Supplied data:
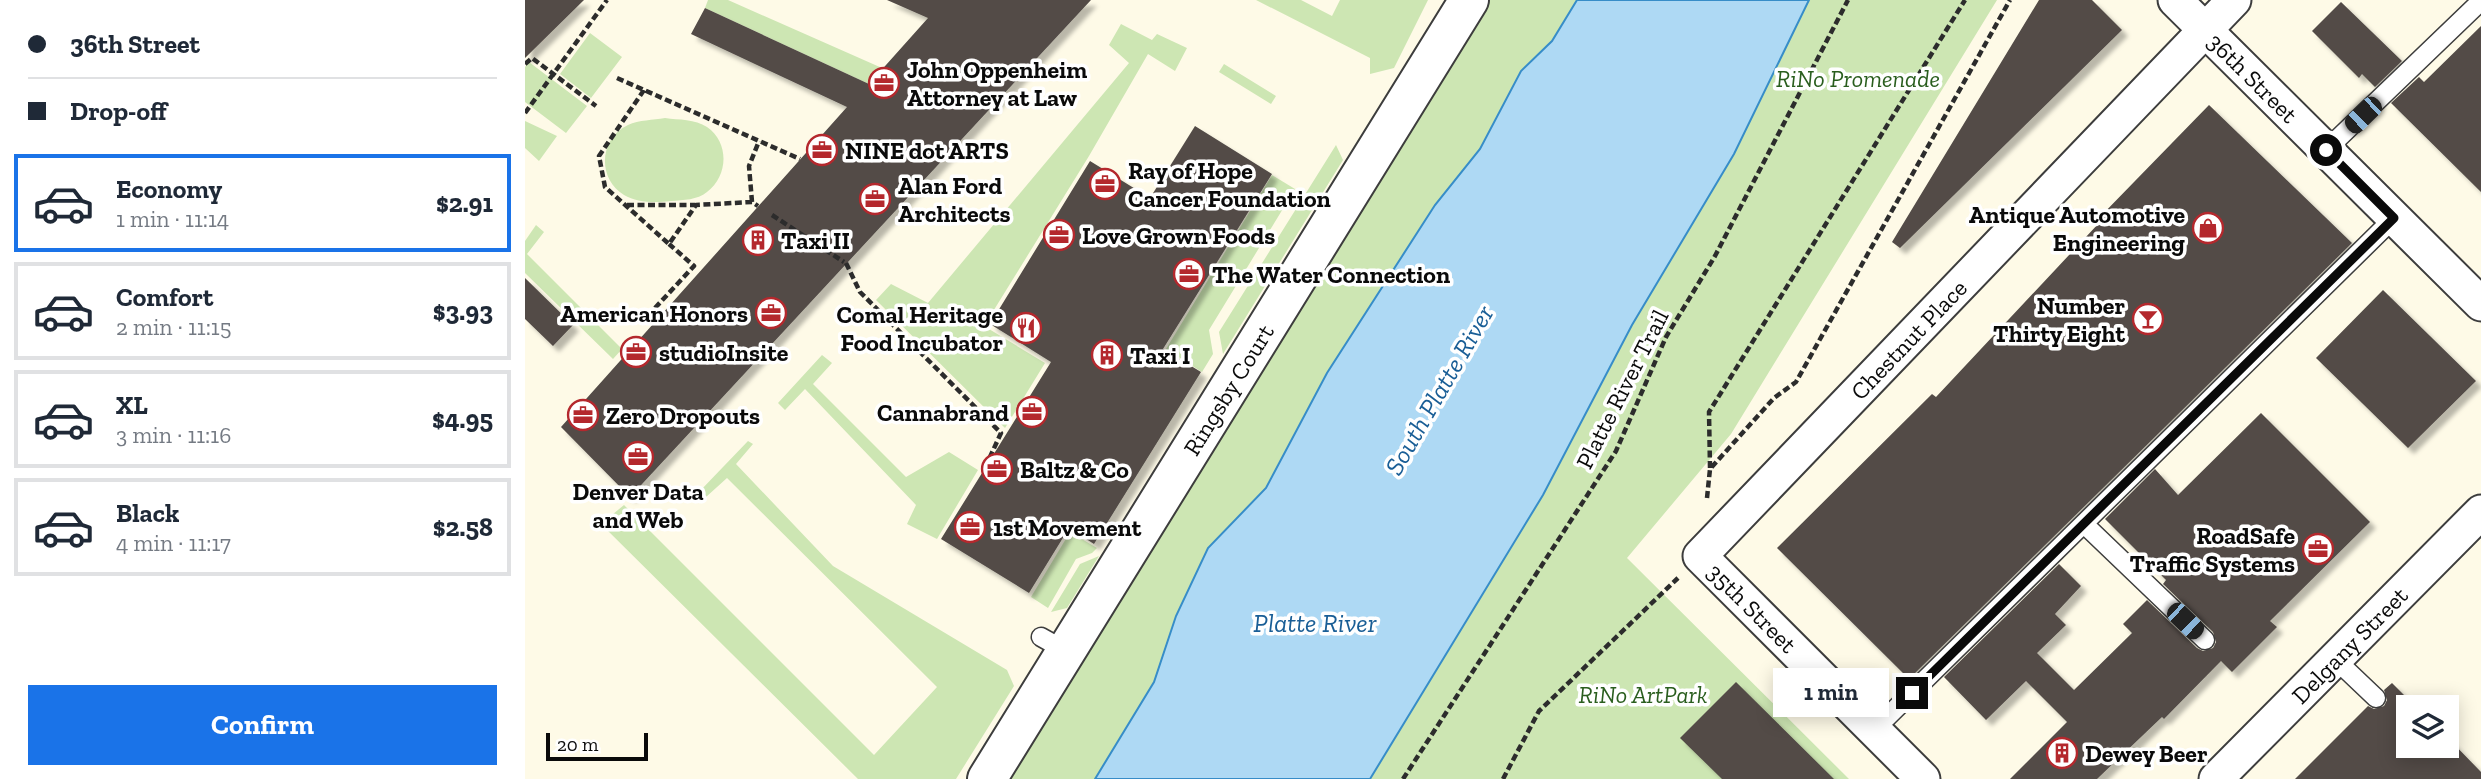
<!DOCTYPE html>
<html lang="en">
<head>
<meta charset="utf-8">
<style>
  :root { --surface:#fff; --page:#f6f6f7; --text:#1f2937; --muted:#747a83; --line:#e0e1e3; --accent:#1a73e8 }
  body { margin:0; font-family:"Zilla Slab",serif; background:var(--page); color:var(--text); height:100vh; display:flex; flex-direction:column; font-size:26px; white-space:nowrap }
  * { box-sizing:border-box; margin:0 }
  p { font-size:23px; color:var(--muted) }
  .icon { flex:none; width:38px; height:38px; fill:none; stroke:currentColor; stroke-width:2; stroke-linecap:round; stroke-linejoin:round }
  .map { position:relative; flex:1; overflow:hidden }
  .panel { display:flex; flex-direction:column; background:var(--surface); width:525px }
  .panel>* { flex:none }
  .guide { display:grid; align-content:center; height:154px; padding:0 28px; background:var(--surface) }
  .buttons { position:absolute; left:1871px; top:695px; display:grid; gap:14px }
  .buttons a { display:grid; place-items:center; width:63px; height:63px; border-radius:0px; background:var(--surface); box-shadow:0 4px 18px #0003; font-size:35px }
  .scale { position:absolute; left:21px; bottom:18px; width:102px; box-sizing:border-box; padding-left:7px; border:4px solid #0a0a0a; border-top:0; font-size:19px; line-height:24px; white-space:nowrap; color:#0a0a0a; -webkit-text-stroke:5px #fff; paint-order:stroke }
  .end { position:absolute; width:32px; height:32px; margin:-16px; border:9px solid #0a0a0a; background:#fff; box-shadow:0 0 0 4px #fff }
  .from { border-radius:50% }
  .bubble { position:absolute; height:49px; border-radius:0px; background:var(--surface); box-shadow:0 4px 18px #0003; font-size:23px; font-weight:800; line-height:49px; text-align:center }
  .car { position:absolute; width:21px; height:42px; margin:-21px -10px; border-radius:9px; box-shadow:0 0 5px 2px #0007; background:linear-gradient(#222 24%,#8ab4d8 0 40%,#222 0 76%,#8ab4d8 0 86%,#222 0) }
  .guide b { display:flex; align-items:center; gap:24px; height:66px; font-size:26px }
  .guide b+b { border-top:2px solid var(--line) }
  .guide i { width:18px; height:18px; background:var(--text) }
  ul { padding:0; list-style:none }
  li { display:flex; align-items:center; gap:21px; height:98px; margin:0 14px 10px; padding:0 14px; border:4px solid var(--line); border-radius:0px }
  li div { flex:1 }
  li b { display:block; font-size:26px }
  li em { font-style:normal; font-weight:800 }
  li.active { border-color:var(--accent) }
  li>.icon { width:63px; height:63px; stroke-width:1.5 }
  .cta { display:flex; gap:14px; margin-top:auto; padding:14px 28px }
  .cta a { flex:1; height:80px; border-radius:0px; background:var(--accent); color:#fff; font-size:28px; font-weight:800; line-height:80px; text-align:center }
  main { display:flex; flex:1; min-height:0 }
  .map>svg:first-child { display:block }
</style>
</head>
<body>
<main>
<section class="panel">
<div class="guide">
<b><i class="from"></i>36th Street</b>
<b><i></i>Drop-off</b>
</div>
<ul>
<li class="active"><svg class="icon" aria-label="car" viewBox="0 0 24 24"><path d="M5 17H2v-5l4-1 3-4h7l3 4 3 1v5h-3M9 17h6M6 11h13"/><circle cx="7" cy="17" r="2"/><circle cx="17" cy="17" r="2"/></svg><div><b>Economy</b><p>1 min · 11:14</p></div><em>$2.91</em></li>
<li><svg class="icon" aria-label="car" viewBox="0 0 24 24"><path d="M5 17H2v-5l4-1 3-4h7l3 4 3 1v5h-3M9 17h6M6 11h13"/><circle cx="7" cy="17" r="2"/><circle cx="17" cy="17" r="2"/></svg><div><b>Comfort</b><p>2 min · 11:15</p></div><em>$3.93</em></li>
<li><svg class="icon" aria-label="car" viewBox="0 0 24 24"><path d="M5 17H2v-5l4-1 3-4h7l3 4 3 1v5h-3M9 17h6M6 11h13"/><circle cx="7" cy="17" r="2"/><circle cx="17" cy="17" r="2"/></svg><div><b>XL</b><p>3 min · 11:16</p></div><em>$4.95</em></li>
<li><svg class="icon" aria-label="car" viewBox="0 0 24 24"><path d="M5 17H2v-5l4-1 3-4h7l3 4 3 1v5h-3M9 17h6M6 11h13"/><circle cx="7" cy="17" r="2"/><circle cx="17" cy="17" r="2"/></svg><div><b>Black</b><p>4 min · 11:17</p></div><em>$2.58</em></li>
</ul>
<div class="cta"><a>Confirm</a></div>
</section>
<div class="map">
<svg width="1956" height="779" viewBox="0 0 1956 779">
  <defs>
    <filter id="shadow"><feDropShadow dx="6" dy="6" stdDeviation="2" flood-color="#0004"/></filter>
  </defs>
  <rect width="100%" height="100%" fill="#fefae7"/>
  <path fill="#cde6b3" d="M 183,0 L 203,0 L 357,68 L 344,84 L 180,8 Z
    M 731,0 L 776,0 L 807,16 L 815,0 L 903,0 L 869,68 L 845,74 L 845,58 Z
    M 965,0 L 1052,0 L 1027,41 L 996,71 L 955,149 L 910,205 L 802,373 L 741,488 L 683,548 L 651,616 L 629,682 L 570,779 L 484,779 L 767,314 Z
    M 1284,0 L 1472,0 L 1206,434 L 1102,558 L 1324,779 L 845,779 L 1018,495 L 1107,325 L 1209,154 Z
    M 596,24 L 627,40 L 632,34 L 662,48 L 650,71 L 623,54 L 564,156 L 459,326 L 520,363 L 480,428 L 351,300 L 366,284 L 403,303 L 604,63 L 584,45 Z
    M 65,33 L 97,57 L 66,98 L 35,74 Z
    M 4,62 L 62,106 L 41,133 L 0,102 L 0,67 Z
    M 699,64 L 751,96 L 746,104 L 694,72 Z
    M 140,118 C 154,120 170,119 182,127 C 205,143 203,176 182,192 C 172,200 159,200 146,201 C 131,203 112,203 99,195 C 72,179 74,138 103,125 C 114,120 128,120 140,118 Z
    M 0,121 L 32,136 L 14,161 L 0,148 Z
    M 811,145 L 818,160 L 698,354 L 694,332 Z
    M 747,175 L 770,189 L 684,330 L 688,354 L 677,372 L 641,349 Z
    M 11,225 L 19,232 L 2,254 L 97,349 L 88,359 L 0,273 L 0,241 Z
    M 297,355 L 307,363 L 288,384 L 381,477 L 424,452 L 453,470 L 412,539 L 382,524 L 391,505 L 280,389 L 260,410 L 253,403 Z
    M 223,441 L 228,444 L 211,464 L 308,566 L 482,670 L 489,686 L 431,779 L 333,779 L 76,524 L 99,505 L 349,755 L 412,687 L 202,478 L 181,497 L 174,492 Z
    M 545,532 L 572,548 L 567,553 L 551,559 L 523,608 L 506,597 Z
    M 574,556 L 542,608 L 526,612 L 555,564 Z"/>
  <path fill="#aed9f4" stroke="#378dc8" stroke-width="2" d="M 1052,0 L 1284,0 L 1209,154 L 1107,325 L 1018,495 L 845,779 L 570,779 L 629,682 L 651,616 L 683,548 L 741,488 L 802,373 L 910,205 L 955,149 L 996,71 L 1027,41 Z"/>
  <path fill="#524b47" filter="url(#shadow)" d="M 0,0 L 59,0 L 0,58 Z
    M 362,0 L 566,0 L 105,497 L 36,427 L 322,107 L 166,34 L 180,8 L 344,84 L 403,18 Z
    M 1514,0 L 1567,0 L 1597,30 L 1375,248 L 1367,242 Z
    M 1816,2 L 1877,61 L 1850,87 L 1837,74 L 1834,78 L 1787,31 Z
    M 1956,26 L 1956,192 L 1866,103 L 1894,77 L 1899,82 Z
    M 1684,105 L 1827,243 L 1384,679 L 1252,548 L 1407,394 L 1411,397 L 1574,223 L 1572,220 Z
    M 670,126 L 747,174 L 638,349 L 676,372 L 569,544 L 544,528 L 504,593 L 416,539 L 526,362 L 465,324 L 565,161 L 625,198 Z
    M 0,278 L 48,325 L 28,346 L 0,319 Z
    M 1858,290 L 1951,381 L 1883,448 L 1791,358 Z
    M 1736,413 L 1845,522 L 1745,621 L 1752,627 L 1707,672 L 1696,661 L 1639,719 L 1637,717 L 1572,779 L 1485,779 L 1542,722 L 1501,681 L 1461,720 L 1419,677 L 1534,564 L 1556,586 L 1530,614 L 1541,625 L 1512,653 L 1549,690 L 1607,633 L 1598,624 L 1622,600 L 1672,648 L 1678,651 L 1688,648 L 1691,642 L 1688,632 L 1638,584 L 1641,580 L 1580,519 L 1630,469 L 1653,495 Z
    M 1211,682 L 1309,779 L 1197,779 L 1155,738 Z
    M 1867,683 L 1891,707 L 1883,707 L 1883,746 L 1922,746 L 1922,737 L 1956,772 L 1956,779 L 1770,779 L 1843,706 L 1849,709 L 1859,706 L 1862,700 L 1859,690 Z"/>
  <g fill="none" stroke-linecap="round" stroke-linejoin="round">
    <g stroke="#3d3d3d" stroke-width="21">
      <path id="service" d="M 1801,150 L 1956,1
        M 1559,524 L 1680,640
        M 516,637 L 541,651
        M 1810,659 L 1851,698
        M 1349,730 L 1869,218"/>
    </g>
    <g stroke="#3d3d3d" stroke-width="37">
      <g id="minor">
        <path id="s1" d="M 1650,0 L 1956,304"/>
        <path id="s2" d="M 1398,779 L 1175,556 L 1709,0"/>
        <path id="s3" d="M 1691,779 L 1956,512"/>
      </g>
    </g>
    <g stroke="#3d3d3d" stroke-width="42">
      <g id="tertiary">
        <path id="s4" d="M 462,779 L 944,0"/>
      </g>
    </g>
    <path stroke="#2c2c2c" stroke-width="4.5" stroke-dasharray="7 3.5" stroke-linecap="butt" d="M 0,64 L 7,58 L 71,106
      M 92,78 L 275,159
      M 119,90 L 74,156 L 80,187 L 144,244 L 171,205 L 227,202 L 233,206
      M 0,113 L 82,0
      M 227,202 L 224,166 L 234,141
      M 102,205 L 170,205
      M 247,215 L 319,262
      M 321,263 L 335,292 L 476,433 L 459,470
      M 130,308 L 169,266 L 144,244
      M 1185,468 L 1184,412 L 1440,0
      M 1182,498 L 1185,469 L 1249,398 L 1271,382 L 1485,0
      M 878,779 L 1091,451 L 1141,337 L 1190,256 L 1323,0
      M 978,779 L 1014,711 L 1153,578"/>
    <use href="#service" stroke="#fff" stroke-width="18"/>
    <use href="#minor" stroke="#fff" stroke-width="33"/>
    <use href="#tertiary" stroke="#fff" stroke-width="38"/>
  </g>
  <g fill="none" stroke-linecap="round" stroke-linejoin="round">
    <path stroke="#0a0a0a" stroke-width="9" d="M 1387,693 L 1869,218 L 1801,150"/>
  </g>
  <defs>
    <g id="office-ring" transform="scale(1.575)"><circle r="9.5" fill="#fff" stroke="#b4282d" stroke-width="1.5"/><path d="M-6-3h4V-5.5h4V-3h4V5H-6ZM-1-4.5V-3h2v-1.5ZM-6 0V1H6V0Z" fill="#b4282d"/></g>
    <g id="shop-ring" transform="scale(1.575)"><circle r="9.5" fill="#fff" stroke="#b4282d" stroke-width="1.5"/><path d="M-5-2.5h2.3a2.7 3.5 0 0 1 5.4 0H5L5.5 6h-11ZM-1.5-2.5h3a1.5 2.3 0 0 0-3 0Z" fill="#b4282d"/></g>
    <g id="building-ring" transform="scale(1.575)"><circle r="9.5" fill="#fff" stroke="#b4282d" stroke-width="1.5"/><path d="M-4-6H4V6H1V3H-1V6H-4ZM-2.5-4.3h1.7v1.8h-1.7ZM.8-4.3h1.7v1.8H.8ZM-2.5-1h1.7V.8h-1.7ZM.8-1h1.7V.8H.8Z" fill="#b4282d"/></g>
    <g id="bar-ring" transform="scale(1.575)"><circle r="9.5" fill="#fff" stroke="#b4282d" stroke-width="1.5"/><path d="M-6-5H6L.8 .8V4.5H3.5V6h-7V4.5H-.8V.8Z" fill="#b4282d"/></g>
    <g id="restaurant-ring" transform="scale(1.575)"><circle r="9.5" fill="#fff" stroke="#b4282d" stroke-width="1.5"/><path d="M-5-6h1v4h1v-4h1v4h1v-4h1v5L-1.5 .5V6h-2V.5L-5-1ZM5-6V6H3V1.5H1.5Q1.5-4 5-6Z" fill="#b4282d"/></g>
  </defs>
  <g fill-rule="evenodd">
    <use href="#office-ring" x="359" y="83"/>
    <use href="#office-ring" x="297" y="150"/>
    <use href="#office-ring" x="580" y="184"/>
    <use href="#office-ring" x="350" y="199"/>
    <use href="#shop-ring" x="1683" y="228"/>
    <use href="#office-ring" x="534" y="235"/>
    <use href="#building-ring" x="233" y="240"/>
    <use href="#office-ring" x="664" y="274"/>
    <use href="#office-ring" x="246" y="313"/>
    <use href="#bar-ring" x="1623" y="319"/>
    <use href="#restaurant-ring" x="501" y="328"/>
    <use href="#office-ring" x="111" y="352"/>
    <use href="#building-ring" x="582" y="355"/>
    <use href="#office-ring" x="507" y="412"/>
    <use href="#office-ring" x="58" y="415"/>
    <use href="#office-ring" x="113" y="457"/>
    <use href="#office-ring" x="472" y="469"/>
    <use href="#office-ring" x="445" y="527"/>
    <use href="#office-ring" x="1793" y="549"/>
    <use href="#building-ring" x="1537" y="753"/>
  </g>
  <g text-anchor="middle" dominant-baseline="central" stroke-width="7" stroke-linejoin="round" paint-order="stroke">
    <g font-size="24" font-weight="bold" fill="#0a0a0a" stroke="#fff" text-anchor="start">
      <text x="382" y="69">John Oppenheim<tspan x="382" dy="28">Attorney at Law</tspan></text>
      <text x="320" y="150">NINE dot ARTS</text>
      <text x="603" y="170">Ray of Hope<tspan x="603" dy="28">Cancer Foundation</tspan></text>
      <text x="373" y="185">Alan Ford<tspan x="373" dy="28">Architects</tspan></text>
      <text x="1660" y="214" text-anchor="end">Antique Automotive<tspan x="1660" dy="28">Engineering</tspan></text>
      <text x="557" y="235">Love Grown Foods</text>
      <text x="256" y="240">Taxi II</text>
      <text x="687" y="274">The Water Connection</text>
      <text x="1600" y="305" text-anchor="end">Number<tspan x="1600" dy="28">Thirty Eight</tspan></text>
      <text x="223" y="313" text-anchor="end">American Honors</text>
      <text x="478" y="314" text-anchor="end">Comal Heritage<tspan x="478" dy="28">Food Incubator</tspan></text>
      <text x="134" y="352">studioInsite</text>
      <text x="605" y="355">Taxi I</text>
      <text x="484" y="412" text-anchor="end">Cannabrand</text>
      <text x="81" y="415">Zero Dropouts</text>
      <text x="495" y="469">Baltz &amp; Co</text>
      <text x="113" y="491" text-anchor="middle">Denver Data<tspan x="113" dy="28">and Web</tspan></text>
      <text x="468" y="527">1st Movement</text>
      <text x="1770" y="535" text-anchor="end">RoadSafe<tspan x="1770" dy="28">Traffic Systems</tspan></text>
      <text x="1560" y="753">Dewey Beer</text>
    </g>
    <g font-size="24" font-style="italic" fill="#2a5e1e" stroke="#fff">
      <text x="1333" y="78">RiNo Promenade</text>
      <text x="1118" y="694">RiNo ArtPark</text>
    </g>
    <g font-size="24" fill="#0a0a0a" stroke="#fff">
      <text stroke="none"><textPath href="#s1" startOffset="110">36th Street</textPath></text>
      <text stroke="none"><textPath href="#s2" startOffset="616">Chestnut Place</textPath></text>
      <text stroke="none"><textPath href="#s4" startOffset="458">Ringsby Court</textPath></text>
      <text transform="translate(1097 389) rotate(-63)">Platte River Trail</text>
      <text transform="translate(1227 608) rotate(45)">35th Street</text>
      <text stroke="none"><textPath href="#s3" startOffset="189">Delgany Street</textPath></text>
    </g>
    <g font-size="26" font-style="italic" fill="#195e96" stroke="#fff">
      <text transform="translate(914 390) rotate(-60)">South Platte River</text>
      <text x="790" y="623">Platte River</text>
    </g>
  </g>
</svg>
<div class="buttons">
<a><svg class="icon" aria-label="layers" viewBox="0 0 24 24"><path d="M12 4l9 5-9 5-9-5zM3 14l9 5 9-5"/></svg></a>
</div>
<div class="scale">20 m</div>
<i class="end from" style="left:1801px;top:150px"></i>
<i class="end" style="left:1387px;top:693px"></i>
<div class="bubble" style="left:1248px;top:668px;width:116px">1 min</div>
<i class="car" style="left:1838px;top:115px;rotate:226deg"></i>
<i class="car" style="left:1660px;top:621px;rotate:134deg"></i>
</div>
</main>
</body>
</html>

Description of the task: From the opening line of the listing above through the line bearing "--surface:#fff; --page:#f6f6f7; --text:#1f2937;", repeat each line exactly. Drop every picture.

Response area:
<!DOCTYPE html>
<html lang="en">
<head>
<meta charset="utf-8">
<style>
  :root { --surface:#fff; --page:#f6f6f7; --text:#1f2937; --muted:#747a83; --line:#e0e1e3; --accent:#1a73e8 }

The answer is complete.